§ YOUR INSTRUCTIONS: Which of the lines below hold "index"? Please return each one.

§ Saved data entries:
==*==

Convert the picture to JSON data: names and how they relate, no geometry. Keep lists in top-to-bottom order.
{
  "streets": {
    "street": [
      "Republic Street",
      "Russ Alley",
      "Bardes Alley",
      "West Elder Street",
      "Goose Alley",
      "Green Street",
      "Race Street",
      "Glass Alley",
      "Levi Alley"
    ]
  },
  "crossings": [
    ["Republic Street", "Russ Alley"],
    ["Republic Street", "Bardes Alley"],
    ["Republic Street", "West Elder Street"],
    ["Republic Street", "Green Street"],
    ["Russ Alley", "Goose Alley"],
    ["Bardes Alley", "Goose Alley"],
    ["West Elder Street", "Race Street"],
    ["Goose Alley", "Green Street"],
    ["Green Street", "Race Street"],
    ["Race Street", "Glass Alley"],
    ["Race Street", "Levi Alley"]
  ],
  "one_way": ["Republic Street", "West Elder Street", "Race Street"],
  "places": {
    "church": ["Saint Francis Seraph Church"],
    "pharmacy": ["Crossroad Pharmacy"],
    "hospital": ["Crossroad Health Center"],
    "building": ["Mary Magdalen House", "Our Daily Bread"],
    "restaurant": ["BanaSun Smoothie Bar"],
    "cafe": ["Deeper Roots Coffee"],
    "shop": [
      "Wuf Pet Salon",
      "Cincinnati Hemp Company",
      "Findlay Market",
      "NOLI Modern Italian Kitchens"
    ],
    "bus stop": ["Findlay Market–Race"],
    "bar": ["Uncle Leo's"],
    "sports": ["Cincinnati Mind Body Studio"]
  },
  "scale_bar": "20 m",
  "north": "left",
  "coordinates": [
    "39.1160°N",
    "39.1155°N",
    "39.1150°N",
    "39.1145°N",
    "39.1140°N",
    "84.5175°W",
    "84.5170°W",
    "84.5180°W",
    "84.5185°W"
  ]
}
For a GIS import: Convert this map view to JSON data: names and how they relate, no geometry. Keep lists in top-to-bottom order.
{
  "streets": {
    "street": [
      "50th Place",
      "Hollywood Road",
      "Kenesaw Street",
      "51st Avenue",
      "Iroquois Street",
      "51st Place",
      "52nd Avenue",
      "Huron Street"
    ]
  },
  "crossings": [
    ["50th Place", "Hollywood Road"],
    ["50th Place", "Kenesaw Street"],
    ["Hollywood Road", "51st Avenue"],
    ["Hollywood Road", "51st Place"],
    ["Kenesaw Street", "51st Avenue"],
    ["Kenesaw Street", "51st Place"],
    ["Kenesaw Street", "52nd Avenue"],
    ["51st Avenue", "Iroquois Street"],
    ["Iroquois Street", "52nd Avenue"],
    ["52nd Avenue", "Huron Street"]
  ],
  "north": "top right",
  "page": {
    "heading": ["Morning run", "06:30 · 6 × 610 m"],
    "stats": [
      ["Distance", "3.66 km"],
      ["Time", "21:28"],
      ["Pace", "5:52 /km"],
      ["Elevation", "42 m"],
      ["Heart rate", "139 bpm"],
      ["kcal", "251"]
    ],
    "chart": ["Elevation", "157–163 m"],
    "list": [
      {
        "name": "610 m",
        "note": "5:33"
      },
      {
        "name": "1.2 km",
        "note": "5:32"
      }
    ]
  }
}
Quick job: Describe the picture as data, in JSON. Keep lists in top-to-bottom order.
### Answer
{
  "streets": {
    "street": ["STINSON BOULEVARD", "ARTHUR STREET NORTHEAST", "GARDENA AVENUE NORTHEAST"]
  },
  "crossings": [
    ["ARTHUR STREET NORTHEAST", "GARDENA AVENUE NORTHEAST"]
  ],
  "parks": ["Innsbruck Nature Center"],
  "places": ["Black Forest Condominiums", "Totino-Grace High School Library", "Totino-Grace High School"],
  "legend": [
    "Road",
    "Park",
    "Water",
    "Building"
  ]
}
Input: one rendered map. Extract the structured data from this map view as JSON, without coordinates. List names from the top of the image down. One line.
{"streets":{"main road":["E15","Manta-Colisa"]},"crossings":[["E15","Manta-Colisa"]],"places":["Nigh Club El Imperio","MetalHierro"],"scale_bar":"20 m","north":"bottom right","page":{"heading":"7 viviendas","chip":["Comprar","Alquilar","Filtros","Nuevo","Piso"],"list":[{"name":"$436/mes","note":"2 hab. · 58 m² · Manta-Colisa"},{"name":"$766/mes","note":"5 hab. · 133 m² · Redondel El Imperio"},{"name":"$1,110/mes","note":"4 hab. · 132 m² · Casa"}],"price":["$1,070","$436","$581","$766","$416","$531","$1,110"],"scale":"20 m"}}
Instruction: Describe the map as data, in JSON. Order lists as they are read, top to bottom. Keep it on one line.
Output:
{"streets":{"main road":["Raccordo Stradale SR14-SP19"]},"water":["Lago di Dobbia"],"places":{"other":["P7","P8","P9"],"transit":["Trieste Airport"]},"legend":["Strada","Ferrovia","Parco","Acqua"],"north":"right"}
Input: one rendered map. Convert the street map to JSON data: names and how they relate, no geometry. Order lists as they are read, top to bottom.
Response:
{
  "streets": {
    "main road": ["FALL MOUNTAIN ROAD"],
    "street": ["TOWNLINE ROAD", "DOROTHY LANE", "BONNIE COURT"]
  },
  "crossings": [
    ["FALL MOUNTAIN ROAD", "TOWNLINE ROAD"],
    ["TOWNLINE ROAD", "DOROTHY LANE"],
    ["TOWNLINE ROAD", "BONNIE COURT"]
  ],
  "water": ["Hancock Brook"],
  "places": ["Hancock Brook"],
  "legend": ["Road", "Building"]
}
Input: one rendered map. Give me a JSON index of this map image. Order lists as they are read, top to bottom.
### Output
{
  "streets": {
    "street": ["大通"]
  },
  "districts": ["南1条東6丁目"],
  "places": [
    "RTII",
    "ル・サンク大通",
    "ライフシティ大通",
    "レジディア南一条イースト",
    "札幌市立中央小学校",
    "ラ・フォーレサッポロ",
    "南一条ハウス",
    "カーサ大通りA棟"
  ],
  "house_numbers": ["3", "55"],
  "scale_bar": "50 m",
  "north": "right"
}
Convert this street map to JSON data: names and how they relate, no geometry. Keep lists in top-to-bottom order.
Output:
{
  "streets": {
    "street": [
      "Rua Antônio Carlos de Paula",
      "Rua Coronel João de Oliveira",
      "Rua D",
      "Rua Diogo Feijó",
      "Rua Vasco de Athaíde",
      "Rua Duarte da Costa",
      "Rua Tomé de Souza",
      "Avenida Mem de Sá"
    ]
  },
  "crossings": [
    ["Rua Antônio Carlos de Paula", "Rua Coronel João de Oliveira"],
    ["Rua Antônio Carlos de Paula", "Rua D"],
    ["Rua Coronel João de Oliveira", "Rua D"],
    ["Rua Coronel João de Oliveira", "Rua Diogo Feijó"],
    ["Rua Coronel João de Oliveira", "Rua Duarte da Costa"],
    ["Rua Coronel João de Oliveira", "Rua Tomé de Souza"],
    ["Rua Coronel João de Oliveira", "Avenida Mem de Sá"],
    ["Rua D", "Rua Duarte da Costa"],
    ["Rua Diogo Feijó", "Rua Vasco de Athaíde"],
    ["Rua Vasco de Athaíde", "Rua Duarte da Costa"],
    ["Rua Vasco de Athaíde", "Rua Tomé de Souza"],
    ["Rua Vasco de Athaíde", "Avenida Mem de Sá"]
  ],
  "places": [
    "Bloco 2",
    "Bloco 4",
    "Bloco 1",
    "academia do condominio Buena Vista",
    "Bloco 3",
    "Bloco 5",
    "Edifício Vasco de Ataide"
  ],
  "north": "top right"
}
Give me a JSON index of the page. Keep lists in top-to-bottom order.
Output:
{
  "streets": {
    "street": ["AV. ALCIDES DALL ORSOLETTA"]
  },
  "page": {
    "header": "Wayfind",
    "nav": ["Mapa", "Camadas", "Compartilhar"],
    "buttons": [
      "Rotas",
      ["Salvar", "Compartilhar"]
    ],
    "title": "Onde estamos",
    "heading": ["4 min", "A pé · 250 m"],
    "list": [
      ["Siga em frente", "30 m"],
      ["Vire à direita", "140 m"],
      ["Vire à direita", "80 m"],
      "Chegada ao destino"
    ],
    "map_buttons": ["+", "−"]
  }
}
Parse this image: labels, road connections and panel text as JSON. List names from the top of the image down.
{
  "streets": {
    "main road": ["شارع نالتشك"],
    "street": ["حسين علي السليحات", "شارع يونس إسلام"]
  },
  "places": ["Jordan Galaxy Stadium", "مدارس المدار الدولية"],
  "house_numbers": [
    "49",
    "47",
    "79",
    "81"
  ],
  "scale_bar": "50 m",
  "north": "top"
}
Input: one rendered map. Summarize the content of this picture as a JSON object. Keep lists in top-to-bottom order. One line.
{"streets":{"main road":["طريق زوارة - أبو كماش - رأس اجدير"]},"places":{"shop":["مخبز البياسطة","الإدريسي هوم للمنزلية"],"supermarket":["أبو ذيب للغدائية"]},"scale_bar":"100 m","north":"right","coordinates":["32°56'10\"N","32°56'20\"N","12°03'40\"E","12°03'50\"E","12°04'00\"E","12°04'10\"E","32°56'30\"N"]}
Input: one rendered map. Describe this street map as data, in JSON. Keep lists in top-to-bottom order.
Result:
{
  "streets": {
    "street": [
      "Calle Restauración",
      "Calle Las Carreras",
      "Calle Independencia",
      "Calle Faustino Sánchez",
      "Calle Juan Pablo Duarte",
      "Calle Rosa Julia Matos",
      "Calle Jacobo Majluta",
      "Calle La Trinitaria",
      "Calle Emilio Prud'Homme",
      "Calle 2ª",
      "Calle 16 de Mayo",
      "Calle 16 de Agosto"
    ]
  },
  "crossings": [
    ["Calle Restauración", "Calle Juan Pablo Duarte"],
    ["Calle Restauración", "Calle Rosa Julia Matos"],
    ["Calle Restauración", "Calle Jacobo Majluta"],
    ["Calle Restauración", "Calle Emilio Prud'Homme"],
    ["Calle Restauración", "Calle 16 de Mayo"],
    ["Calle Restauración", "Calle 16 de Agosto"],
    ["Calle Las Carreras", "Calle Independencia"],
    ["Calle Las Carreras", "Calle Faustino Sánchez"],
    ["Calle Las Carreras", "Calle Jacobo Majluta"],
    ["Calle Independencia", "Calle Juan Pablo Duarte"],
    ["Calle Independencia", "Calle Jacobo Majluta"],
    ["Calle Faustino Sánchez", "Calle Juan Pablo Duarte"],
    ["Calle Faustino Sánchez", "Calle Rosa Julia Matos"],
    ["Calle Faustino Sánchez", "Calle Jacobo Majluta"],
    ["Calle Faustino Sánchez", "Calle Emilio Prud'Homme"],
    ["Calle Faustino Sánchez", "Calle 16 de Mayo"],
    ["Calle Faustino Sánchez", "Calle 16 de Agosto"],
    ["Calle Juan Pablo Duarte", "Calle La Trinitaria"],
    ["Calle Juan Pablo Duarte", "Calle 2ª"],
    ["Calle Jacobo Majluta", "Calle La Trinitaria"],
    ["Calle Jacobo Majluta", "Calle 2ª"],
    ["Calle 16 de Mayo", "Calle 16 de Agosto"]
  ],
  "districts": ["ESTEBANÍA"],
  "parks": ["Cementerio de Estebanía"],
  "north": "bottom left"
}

==*==

§ ANSWER FOR THIS EXERCISE:
Input: one rendered map. Give me a JSON index of this map image. Order lists as they are read, top to bottom.
Give me a JSON index of the page. Keep lists in top-to-bottom order.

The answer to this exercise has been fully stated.